Categories Redefined for Certified Humane Eggs

By GPS1504, Feb 17, 2014 | |
  1. GPS1504
    If you look at eggs for sale in the grocery store, you may notice many promises printed on the carton. Eggs are promised to be "Free Range" but there was always a loop hole. Those words did not quite mean what they seemed to mean. For example, free range did not necessarily mean those chickens spent their days wandering about lush pastures; it could have meant that they got to wander around a warehouse instead of being trapped in battery cages instead. The alternative free range was better, but still not true free ranging.

    Because of this, consumer distrust has run rampant over the past several years as people have woken up and took notice of the things they are putting into their bodies. Seeing those words stamped on a carton of eggs was nice, or would have been nice had it meant something, but in truth it is only Humane Farm Animal Care (HFAC) that has created standards to define the terms you see stamped on their egg cartons.
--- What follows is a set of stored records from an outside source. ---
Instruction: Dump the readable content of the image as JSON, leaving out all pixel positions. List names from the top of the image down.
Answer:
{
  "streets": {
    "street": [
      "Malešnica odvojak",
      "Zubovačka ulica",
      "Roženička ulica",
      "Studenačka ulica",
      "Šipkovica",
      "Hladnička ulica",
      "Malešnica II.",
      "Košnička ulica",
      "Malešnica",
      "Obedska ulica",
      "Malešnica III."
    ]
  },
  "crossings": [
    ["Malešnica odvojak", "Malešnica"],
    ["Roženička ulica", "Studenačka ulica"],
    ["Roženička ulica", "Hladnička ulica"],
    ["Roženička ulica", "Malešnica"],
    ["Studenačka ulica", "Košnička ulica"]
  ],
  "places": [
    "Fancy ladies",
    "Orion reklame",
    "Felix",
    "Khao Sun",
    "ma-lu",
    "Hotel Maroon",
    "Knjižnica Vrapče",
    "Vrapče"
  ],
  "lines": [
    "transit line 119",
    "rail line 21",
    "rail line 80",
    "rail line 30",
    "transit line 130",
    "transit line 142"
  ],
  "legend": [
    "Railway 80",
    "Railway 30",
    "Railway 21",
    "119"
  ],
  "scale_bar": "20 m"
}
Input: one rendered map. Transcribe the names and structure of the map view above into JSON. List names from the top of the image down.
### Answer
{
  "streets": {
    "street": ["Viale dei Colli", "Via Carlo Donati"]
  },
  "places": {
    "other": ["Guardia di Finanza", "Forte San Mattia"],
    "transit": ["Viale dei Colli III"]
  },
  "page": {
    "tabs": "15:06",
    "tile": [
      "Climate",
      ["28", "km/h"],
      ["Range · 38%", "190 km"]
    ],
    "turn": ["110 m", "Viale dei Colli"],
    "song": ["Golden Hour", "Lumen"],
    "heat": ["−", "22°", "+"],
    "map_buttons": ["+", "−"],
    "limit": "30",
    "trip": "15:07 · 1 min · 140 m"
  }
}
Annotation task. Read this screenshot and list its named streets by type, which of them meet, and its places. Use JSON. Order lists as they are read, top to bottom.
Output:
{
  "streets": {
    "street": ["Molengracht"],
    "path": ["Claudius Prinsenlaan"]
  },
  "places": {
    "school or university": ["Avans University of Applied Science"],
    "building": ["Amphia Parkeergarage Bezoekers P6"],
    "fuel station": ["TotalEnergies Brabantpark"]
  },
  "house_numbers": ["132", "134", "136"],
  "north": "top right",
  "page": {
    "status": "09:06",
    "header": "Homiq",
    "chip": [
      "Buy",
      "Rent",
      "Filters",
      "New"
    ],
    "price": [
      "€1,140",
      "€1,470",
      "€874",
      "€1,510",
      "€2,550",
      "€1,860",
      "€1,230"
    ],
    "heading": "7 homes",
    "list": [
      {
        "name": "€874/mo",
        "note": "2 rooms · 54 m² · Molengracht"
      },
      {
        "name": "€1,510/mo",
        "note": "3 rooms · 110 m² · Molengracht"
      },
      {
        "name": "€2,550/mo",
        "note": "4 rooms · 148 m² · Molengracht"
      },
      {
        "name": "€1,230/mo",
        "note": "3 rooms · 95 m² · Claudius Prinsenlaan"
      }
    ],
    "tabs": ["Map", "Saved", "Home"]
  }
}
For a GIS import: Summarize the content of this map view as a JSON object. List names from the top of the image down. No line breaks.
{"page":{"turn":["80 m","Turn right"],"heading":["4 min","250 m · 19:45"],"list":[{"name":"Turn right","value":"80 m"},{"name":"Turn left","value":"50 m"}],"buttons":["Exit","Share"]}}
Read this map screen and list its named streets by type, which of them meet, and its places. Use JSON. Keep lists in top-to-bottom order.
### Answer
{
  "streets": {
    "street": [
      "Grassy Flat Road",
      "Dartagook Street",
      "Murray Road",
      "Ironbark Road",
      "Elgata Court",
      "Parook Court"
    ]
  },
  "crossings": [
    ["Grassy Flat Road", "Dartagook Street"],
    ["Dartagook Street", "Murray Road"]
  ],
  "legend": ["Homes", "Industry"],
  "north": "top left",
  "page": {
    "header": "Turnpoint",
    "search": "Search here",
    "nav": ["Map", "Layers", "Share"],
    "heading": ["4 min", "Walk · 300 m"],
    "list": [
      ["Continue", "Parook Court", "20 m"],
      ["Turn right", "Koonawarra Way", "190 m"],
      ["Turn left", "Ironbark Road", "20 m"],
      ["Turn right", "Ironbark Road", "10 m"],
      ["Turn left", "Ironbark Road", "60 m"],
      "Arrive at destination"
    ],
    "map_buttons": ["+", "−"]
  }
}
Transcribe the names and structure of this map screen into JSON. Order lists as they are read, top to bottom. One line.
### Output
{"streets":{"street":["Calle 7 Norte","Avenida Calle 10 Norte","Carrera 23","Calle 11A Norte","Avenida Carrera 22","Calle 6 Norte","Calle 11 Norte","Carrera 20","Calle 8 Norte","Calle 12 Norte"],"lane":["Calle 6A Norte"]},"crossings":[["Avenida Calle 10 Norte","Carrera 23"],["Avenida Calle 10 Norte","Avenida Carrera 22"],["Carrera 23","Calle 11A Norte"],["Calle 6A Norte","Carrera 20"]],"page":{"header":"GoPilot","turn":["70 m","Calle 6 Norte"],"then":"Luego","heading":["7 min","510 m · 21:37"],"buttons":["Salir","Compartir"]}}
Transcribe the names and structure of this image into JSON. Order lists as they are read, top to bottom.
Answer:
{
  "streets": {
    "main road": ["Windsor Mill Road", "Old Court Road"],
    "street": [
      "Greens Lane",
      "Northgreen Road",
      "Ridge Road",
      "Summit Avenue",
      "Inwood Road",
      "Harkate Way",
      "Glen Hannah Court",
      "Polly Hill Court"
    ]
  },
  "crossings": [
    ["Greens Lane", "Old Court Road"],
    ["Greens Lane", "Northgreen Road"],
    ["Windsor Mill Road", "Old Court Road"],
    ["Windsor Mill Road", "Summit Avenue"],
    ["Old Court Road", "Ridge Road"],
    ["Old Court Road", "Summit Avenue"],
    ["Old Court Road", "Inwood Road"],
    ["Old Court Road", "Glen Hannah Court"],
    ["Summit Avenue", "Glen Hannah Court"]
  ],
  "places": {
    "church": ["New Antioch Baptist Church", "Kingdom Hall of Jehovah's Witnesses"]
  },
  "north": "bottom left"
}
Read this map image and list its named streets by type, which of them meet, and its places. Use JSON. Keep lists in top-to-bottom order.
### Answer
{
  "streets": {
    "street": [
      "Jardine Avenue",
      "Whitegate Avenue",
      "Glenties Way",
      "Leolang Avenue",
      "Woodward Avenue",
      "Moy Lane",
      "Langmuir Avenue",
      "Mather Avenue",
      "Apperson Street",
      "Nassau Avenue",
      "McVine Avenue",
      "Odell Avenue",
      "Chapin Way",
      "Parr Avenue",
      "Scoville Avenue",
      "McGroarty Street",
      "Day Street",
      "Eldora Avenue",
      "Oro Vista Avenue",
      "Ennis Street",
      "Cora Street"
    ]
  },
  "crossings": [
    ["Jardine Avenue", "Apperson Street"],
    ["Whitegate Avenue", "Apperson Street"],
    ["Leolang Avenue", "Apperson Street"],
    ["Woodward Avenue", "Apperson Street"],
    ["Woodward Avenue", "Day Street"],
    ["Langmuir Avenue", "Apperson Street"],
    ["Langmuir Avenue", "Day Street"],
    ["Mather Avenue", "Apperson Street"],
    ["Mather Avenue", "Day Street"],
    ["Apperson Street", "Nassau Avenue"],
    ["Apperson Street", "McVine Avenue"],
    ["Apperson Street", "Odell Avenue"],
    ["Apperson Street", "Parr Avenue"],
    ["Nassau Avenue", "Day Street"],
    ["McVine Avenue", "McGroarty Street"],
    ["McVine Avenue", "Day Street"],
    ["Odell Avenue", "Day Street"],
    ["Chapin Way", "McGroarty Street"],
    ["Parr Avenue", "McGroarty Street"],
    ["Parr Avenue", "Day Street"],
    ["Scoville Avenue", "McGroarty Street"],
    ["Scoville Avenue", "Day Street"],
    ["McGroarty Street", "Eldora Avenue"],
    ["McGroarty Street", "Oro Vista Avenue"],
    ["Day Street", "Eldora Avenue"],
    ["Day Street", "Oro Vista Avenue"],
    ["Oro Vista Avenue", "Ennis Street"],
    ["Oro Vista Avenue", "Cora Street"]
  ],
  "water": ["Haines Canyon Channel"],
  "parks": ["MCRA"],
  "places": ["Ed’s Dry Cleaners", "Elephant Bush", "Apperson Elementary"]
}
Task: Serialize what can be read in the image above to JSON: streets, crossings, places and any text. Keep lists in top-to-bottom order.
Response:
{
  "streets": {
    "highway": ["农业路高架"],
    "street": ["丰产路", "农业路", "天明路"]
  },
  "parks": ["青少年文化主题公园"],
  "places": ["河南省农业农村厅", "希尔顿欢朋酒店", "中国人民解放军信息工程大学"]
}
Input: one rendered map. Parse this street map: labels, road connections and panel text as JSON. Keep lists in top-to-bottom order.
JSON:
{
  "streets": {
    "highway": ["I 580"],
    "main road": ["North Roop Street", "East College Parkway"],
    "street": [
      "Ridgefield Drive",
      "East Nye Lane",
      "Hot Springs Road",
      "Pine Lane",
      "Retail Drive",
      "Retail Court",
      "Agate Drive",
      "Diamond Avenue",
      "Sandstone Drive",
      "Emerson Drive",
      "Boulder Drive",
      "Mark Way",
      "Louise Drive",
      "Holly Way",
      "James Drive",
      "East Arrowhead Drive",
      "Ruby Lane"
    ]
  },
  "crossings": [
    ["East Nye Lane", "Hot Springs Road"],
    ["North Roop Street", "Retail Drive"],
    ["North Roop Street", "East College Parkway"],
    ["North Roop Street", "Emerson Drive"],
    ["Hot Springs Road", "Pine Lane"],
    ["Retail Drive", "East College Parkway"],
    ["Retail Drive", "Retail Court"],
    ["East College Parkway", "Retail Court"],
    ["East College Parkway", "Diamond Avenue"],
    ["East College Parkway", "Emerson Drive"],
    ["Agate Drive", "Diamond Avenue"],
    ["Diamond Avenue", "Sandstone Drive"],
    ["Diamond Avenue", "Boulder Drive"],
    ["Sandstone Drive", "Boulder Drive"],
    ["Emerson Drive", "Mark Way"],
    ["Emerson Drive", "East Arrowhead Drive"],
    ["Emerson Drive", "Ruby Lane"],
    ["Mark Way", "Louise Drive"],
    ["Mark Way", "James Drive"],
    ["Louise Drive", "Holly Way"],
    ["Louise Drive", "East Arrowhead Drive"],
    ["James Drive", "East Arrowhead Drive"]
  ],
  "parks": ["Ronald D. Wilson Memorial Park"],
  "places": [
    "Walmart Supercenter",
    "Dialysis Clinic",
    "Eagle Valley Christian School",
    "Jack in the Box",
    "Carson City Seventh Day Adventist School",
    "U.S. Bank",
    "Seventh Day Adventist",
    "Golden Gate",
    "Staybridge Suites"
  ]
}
After a two year long review by the Scientific Committee of the HFAC, new standards are on the way to determine the meaning behind Certified Humane labels. This had led to a breakdown of the "Free Range" label into another segment, so "Free Range" is now accompanied by "Pasture Raised." To use any of these labels moving forward, producers must meet the requirements set forth for the label they wish to use.


    While in the past the industry standard set forth by the USDA stated that birds be allowed outdoor access to be considered Free Range, that did not mean the entire bird had to be able to access the great outdoors. Simply being able to stick its head outside through a pop hole was good enough to be considered Free Range while the interior living space had no minimum space requirement thus allowing overcrowding of hen houses. Under the HFAC's Certified Humane "Free Range" standard, however, things are much different. There is a space requirement in place, requiring 2 square feet of space per bird and those birds must be outdoors for at least 6 hours per day as long as weather and seasons allow. The definition of "Pasture Raised" will allow 108 square feet of space per bird on rotational fields with outdoor access year round and shelter provided for nightly roosting and inclement weather.


    The HFAC has also has a standard for barn raised chickens who live and lay in barns. Those requirements include floor space for dust bathing, elevated perches as well as low-level perches with six inches of space per chicken, no animal byproducts or antibiotics, and clean air is required at fewer than 10 parts per million of ammonia. Cages are unacceptable and feeder/waterer space is regulated as well.

    This is hopeful news. Perhaps the chicken industry is at long last going to take an overdue leap towards changing for the better. Both laying hens and the people who consume their eggs stand to benefit from such actions, so be on the lookout for those Certified Humane labels if you purchase eggs at your local grocer. We can only hope to see more developments such as this on the horizon sooner than later. I look forward to that with optimism renewed.